Veränderungen gehören zu unserem Alltag, sind aber dennoch für viele belastend. Bei nilo haben wir im letzten Jahr selbst eine ungemein große Veränderung erlebt: Nach dem Zusammenschluss mit Likeminded – der spannend und aufregend war und so viel vorangebracht hat – mussten wir uns auch damit auseinandersetzen, was Veränderungen für das Team bedeuten und welche Herausforderungen das mit sich bringen kann.
Für viele Mitarbeitende bedeutet Veränderung nicht nur neue Prozesse, sondern vor allem: Stress, Unsicherheit und manchmal auch Angst. Das ist menschlich, denn unser Gehirn reagiert auf Veränderungen zunächst mit Vorsicht. Neue Situationen werden als potenzielle Bedrohung bewertet, nicht als Chance. Doch wenn Veränderung gut gestaltet wird, kann sie auch als Chance erlebt werden – ein Impuls für Wachstum, Lernen und Zusammenarbeit.

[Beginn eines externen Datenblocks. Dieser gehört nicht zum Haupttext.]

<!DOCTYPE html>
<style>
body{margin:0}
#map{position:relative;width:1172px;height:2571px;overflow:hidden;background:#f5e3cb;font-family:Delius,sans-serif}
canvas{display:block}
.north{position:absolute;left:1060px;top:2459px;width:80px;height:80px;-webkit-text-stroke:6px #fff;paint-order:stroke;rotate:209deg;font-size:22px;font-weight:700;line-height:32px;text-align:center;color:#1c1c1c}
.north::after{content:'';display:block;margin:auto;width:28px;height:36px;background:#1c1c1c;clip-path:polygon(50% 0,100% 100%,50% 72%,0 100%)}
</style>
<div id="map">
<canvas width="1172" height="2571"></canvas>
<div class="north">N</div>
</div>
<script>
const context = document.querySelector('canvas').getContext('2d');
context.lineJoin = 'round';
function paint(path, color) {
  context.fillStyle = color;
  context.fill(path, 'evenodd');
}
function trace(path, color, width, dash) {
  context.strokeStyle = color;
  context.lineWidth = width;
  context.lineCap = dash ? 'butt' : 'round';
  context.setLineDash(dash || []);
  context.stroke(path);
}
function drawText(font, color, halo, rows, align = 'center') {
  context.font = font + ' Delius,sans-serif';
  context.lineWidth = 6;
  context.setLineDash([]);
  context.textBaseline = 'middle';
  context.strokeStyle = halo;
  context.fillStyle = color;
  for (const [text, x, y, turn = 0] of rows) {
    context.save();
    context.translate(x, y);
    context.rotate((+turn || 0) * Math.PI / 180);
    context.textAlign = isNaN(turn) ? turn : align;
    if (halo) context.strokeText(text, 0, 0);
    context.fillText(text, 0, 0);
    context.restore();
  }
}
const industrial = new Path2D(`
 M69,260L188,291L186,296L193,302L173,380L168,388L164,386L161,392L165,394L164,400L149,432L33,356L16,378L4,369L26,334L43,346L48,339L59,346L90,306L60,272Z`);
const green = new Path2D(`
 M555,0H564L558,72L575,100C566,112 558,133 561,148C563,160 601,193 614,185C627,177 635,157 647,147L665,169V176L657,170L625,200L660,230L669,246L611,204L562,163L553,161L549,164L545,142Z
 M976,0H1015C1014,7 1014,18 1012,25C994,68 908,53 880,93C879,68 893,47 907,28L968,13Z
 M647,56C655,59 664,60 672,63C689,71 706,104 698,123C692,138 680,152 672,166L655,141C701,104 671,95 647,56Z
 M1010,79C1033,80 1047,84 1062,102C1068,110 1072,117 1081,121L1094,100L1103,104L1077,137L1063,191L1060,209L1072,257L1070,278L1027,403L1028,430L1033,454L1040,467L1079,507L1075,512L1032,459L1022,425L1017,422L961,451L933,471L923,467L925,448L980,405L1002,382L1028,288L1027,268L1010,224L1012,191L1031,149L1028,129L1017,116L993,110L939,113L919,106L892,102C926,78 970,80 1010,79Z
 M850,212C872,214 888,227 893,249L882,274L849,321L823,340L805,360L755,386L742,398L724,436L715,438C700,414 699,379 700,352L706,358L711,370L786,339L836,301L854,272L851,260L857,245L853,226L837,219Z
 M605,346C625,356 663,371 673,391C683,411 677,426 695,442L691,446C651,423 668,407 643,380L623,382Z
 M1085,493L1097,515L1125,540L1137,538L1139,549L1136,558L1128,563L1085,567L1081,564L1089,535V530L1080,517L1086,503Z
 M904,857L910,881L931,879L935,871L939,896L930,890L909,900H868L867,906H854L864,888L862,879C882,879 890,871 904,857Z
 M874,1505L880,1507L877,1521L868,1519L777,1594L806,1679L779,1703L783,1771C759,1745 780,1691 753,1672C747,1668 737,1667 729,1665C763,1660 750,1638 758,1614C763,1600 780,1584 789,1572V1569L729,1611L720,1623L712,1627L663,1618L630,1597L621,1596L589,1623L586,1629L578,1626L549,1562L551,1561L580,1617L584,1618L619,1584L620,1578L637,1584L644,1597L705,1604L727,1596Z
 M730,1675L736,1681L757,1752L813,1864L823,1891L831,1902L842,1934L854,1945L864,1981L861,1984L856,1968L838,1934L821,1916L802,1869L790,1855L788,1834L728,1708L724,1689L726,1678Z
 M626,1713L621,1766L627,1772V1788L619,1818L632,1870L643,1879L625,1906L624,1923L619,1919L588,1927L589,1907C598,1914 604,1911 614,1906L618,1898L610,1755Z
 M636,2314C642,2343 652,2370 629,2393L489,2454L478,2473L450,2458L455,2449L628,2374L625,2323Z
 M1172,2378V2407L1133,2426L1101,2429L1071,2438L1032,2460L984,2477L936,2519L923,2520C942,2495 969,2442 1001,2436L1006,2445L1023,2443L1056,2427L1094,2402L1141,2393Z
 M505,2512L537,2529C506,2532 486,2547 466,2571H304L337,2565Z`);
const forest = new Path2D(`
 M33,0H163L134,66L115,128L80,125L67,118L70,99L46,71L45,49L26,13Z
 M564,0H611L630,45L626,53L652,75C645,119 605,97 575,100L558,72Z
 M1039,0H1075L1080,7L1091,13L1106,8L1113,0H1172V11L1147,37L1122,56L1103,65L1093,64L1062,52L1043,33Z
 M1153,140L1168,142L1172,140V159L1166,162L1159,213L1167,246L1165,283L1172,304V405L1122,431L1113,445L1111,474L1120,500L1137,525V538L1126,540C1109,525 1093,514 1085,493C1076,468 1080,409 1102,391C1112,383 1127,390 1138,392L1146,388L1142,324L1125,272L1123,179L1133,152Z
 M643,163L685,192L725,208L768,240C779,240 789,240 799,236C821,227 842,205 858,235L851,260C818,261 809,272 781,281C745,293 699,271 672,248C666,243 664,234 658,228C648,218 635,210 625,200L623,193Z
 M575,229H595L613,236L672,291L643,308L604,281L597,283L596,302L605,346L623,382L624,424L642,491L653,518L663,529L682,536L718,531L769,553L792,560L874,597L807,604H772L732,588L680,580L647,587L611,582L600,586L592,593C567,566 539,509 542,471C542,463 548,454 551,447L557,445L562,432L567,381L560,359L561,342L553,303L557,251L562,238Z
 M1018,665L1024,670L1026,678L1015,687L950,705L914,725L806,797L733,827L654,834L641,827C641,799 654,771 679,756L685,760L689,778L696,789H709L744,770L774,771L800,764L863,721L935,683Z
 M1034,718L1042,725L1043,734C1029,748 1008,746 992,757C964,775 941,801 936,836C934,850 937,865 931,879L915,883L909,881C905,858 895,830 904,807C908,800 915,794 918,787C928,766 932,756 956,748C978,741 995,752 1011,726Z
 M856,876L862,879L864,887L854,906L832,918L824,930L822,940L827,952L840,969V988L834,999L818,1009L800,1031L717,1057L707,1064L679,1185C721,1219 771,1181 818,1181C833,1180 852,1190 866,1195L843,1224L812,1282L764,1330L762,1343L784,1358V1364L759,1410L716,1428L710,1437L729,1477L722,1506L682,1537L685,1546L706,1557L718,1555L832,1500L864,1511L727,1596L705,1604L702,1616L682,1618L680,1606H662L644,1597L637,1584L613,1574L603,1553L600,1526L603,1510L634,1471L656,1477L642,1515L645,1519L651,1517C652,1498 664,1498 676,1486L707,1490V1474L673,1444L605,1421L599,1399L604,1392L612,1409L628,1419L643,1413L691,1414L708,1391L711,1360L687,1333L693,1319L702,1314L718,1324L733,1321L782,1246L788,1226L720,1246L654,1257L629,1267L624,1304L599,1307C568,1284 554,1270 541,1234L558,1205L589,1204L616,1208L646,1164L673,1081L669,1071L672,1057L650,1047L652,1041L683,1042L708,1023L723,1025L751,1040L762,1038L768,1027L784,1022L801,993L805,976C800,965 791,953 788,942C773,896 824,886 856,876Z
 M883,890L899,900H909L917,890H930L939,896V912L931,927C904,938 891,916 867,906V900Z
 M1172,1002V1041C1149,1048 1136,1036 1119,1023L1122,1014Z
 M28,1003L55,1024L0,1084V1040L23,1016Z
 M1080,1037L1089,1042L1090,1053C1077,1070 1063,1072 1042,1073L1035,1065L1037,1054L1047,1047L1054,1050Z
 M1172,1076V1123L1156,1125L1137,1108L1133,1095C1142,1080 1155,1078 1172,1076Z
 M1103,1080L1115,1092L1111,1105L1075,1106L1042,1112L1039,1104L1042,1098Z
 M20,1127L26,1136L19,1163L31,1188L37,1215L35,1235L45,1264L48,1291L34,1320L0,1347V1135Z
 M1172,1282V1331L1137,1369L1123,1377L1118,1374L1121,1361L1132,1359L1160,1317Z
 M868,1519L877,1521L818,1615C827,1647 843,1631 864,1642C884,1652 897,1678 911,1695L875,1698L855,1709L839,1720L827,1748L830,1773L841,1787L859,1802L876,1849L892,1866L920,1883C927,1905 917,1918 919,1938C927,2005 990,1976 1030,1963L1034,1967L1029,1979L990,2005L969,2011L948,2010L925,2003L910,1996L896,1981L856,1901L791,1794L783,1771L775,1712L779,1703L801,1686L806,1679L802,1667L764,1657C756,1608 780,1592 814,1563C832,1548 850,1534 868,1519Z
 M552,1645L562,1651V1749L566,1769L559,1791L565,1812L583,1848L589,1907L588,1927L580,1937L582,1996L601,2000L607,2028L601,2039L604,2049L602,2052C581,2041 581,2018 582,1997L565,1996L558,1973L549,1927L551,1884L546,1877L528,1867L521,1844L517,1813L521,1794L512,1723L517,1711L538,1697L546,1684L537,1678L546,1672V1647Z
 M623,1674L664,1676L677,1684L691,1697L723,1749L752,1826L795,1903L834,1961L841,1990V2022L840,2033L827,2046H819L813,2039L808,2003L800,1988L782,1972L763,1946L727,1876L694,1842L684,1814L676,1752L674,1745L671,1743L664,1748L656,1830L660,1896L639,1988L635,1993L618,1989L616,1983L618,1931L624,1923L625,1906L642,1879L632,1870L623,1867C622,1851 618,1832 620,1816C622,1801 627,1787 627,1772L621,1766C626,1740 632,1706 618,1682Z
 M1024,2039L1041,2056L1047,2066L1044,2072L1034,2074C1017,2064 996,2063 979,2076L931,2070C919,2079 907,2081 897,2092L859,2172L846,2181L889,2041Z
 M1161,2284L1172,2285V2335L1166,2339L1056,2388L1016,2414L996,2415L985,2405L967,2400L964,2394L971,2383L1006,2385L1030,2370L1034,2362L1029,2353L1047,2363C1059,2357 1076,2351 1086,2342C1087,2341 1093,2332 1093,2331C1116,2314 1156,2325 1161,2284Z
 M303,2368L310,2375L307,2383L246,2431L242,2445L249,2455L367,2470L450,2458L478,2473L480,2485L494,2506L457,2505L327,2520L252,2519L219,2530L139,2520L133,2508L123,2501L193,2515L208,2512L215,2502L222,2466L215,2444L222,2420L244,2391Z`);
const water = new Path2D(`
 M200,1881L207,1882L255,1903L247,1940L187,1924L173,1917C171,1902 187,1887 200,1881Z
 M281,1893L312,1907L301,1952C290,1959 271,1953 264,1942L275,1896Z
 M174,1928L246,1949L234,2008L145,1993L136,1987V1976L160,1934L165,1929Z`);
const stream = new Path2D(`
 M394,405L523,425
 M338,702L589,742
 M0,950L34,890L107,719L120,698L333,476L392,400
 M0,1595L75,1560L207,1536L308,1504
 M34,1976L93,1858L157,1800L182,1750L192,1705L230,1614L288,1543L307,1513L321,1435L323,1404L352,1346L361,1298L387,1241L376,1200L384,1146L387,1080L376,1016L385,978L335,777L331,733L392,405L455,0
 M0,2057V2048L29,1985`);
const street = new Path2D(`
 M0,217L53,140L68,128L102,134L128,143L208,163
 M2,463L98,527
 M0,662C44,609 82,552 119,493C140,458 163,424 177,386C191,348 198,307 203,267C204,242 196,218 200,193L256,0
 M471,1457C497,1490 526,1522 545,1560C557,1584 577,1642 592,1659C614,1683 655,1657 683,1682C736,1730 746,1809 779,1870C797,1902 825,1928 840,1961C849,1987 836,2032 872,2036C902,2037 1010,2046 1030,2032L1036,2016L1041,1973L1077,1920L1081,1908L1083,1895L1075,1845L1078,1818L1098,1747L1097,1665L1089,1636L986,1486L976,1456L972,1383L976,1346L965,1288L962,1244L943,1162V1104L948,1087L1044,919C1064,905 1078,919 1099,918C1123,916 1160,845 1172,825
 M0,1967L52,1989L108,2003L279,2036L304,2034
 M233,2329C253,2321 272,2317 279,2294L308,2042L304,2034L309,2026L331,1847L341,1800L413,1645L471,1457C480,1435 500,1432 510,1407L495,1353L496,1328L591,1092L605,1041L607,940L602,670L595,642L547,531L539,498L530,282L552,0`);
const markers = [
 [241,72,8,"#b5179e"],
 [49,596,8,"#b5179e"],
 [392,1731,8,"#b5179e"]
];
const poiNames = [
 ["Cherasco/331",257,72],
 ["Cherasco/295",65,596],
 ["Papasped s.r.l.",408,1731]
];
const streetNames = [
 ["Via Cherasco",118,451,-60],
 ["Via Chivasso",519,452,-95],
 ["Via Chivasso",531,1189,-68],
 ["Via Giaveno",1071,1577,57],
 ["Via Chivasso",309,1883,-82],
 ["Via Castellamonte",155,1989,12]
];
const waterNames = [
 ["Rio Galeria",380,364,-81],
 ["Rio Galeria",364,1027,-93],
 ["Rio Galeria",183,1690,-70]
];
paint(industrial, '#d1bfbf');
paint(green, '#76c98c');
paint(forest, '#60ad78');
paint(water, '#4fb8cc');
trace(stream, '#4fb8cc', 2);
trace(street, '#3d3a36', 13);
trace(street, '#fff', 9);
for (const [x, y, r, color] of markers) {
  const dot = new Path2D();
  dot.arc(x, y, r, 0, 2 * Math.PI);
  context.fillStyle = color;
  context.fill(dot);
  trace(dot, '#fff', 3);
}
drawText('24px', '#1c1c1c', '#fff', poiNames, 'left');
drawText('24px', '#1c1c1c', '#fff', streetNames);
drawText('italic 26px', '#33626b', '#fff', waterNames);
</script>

Aus meiner Sicht scheitert die Veränderungsbereitschaft im Team oft an der Kultur im Unternehmen – und das hat viel mit psychologischer Sicherheit und der Rolle von Führungskräften zu tun. HR und Führungskräfte können in Zeiten der Veränderung einiges tun, um das mentale Wohlbefinden im Team in der Strategie und der Kultur des Unternehmens zu verankern. Mitarbeitende wiederum können auch auf individueller Ebene ihre Resilienz und ihren Umgang mit Veränderung stärken.
Warum Veränderung uns oft belastet – und was unser Gehirn damit zu tun hat
Zugegeben: Change-Prozesse in Unternehmen sind nicht dafür bekannt, unser Stresslevel zu senken. Im Gegenteil: Oft wirken sie wie ein Katalysator für Unsicherheit. Häufige Gründe für mentale Belastungen in Zeiten der Veränderung sind ein erhöhtes Arbeitspensum, unsichere Führung, Konflikte im Team und die Angst vor Jobverlust. Und nicht zuletzt: neue Prozesse und Arbeitsweisen, die zunächst überfordern. Dieses Gefühl kennen viele von uns sehr gut – etwa, wenn man in einen neuen Job startet.
Dazu kommt, dass unser Gehirn kein Fan von Veränderung ist. Aus evolutionspsychologischer Sicht reagieren wir auf neue, unvorhersehbare Situationen zunächst mit Vorsicht. Verantwortlich dafür ist der sogenannte Negativitätsbias – ein psychologisches Prinzip, das beschreibt, dass wir negativen Reizen mehr Bedeutung beimessen als positiven.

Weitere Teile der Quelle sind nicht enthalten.